A regionwide railway that handles about 34,000 trips each weekday, many of them sending workers from suburbs to downtown Los Angeles, Metrolink operations are directly linked to Amtrak. That's because Metrolink's force of train operators, conductors and dispatchers are all actually Amtrak employees.

The commuter railway contracts with Amtrak, paying about $18 million per year to farm out the work, a move Metrolink's officials say is meant to keep internal costs low and to keep Metrolink clear of direct involvement with unions.

Metrolink officials are worried that the Bush administration deal is merely a short-term solution and that Amtrak will be near closure again late this year, unless the White House and Congress can agree on more funding.

Without a contingency plan, an Amtrak closure would shut down Metrolink, since it would lose its key Amtrak employees.

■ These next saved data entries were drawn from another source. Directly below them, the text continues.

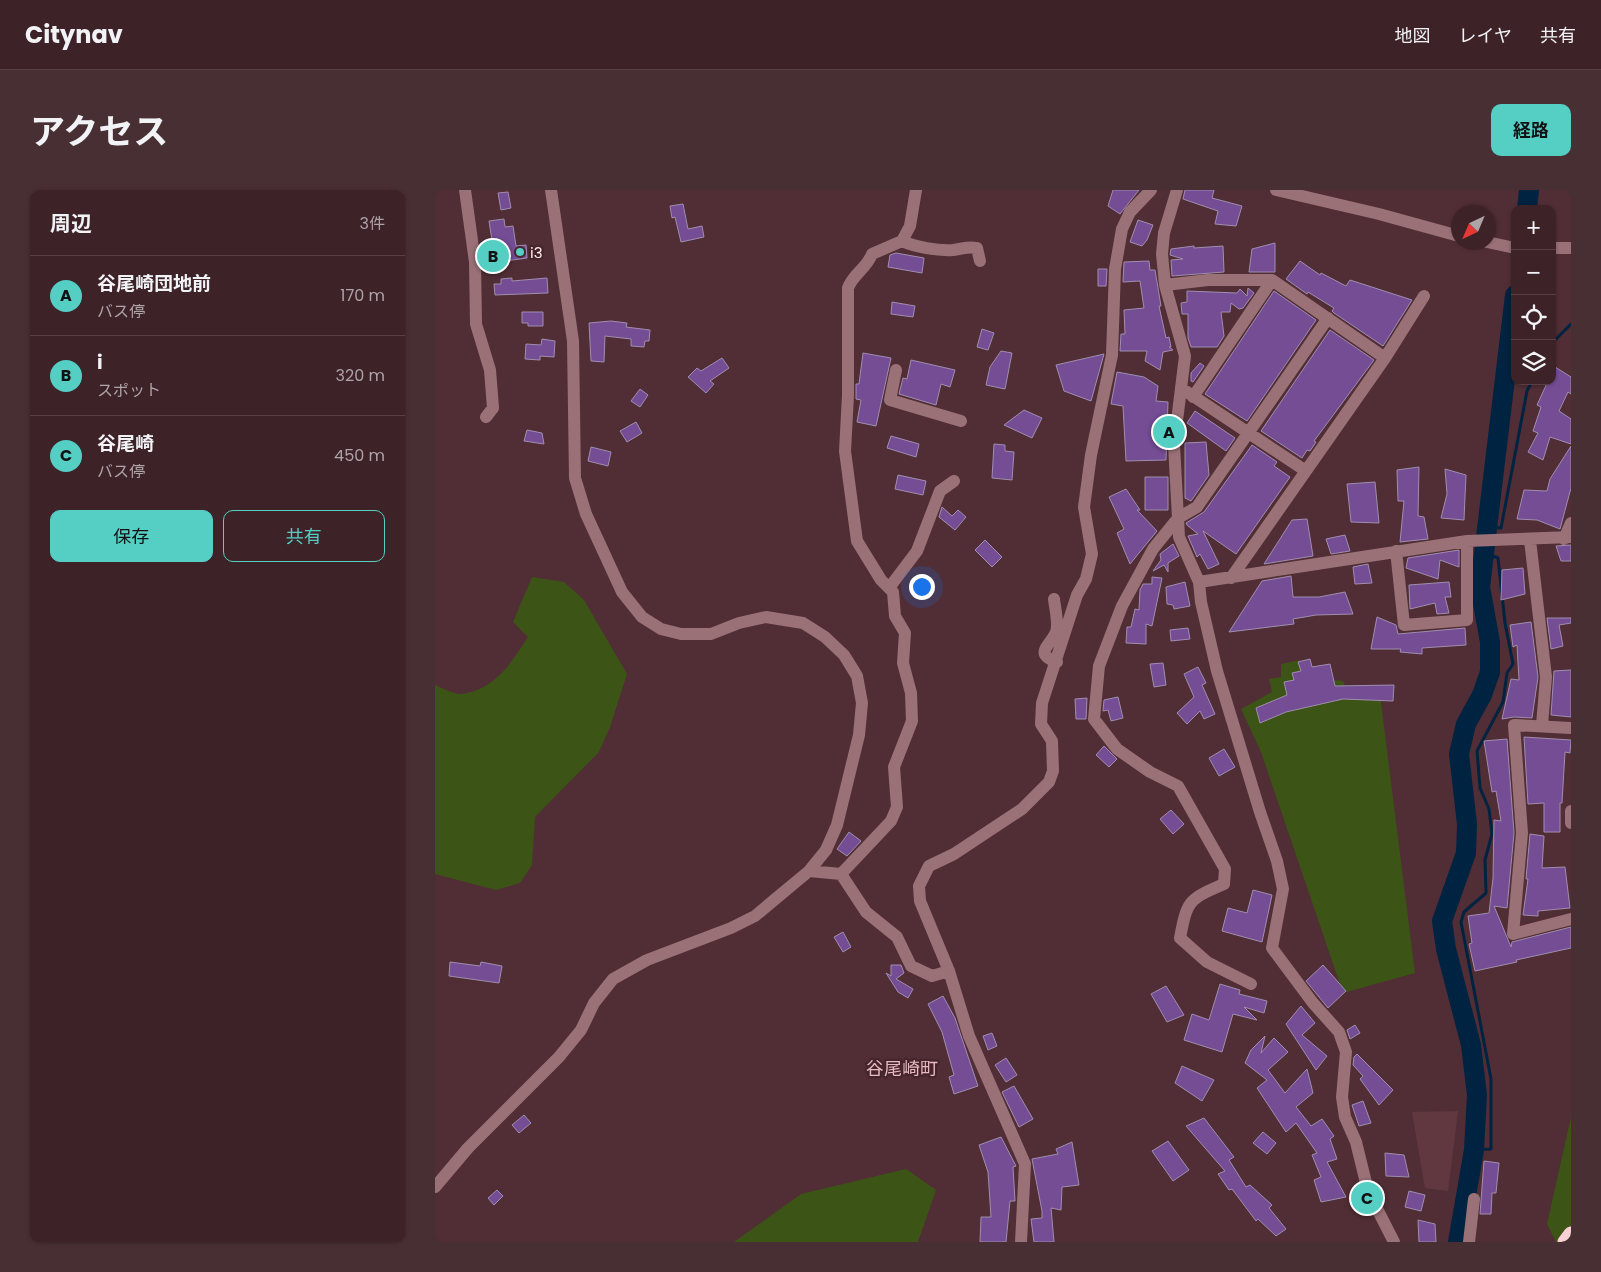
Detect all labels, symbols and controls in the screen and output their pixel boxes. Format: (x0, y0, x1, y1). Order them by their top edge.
text: Citynav (25, 18, 123, 51)
text: 地図 (1395, 23, 1431, 48)
text: レイヤ (1459, 23, 1512, 48)
text: 共有 (1540, 23, 1576, 48)
button: 経路 (1491, 104, 1571, 156)
text: アクセス (30, 107, 168, 156)
north arrow (1451, 205, 1496, 250)
map controls (1511, 205, 1556, 385)
button: + (1511, 205, 1556, 250)
text: 周辺 (50, 209, 92, 238)
text: 3件 (360, 212, 385, 235)
pin: B (477, 237, 509, 275)
place label: i3 (530, 242, 543, 263)
marker: i3 (514, 246, 526, 258)
button: − (1511, 250, 1556, 295)
text: 谷尾崎団地前 (97, 270, 211, 297)
text: A (60, 284, 72, 307)
text: 170 m (340, 284, 385, 307)
button: locate (1511, 295, 1556, 340)
text: バス停 (97, 300, 145, 323)
button: layers (1511, 340, 1556, 385)
text: i (97, 349, 103, 376)
text: B (61, 364, 71, 387)
text: 320 m (336, 364, 385, 387)
text: スポット (97, 379, 161, 402)
pin: A (1153, 413, 1185, 451)
text: 谷尾崎 (97, 430, 154, 457)
text: C (60, 444, 72, 467)
text: 450 m (334, 444, 385, 467)
text: バス停 (97, 460, 145, 483)
button: 保存 (50, 510, 213, 562)
button: 共有 (223, 510, 385, 562)
your location (909, 574, 935, 600)
district label: 谷尾崎町 (866, 1056, 938, 1081)
pin: C (1351, 1179, 1383, 1217)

"It's still tough to tell what is going to happen with Amtrak," said Metrolink Chief Executive David Solow. "Obviously, that's scary for us. We're looking for a backstop to make sure we aren't affected by what happens with them.... We need something solid to fill in if Amtrak is suddenly not there."

The Metrolink request was sent to two rail firms that run trains on small slices of track in Southern California: Anacostia & Pacific, a Chicago-based company that operates out of the San Pedro area; and RailAmerica, a Florida-based company that runs trains in San Diego and Oxnard.

Anacostia & Pacific officials did not return phone messages on the matter. RailAmerica officials declined to comment.

If the companies bid on the plan and one is picked by Metrolink, the contract would hinge on what happens to Amtrak.

If Amtrak closes down late this year, one of the rail concerns could receive the $18-million annual contracts for the Amtrak workers, who would be given the chance to keep their jobs and continue to run Metrolink's trains while being paid by the freight railway.

Solow said the two firms were selected because they have experience in the region and relationships with Union Pacific and Burlington Northern Santa Fe, the rail companies that own chunks of Metrolink's tracks. "Amtrak is going to run through July and summer," said Solow. "I'm far less confident about what is going to happen in October."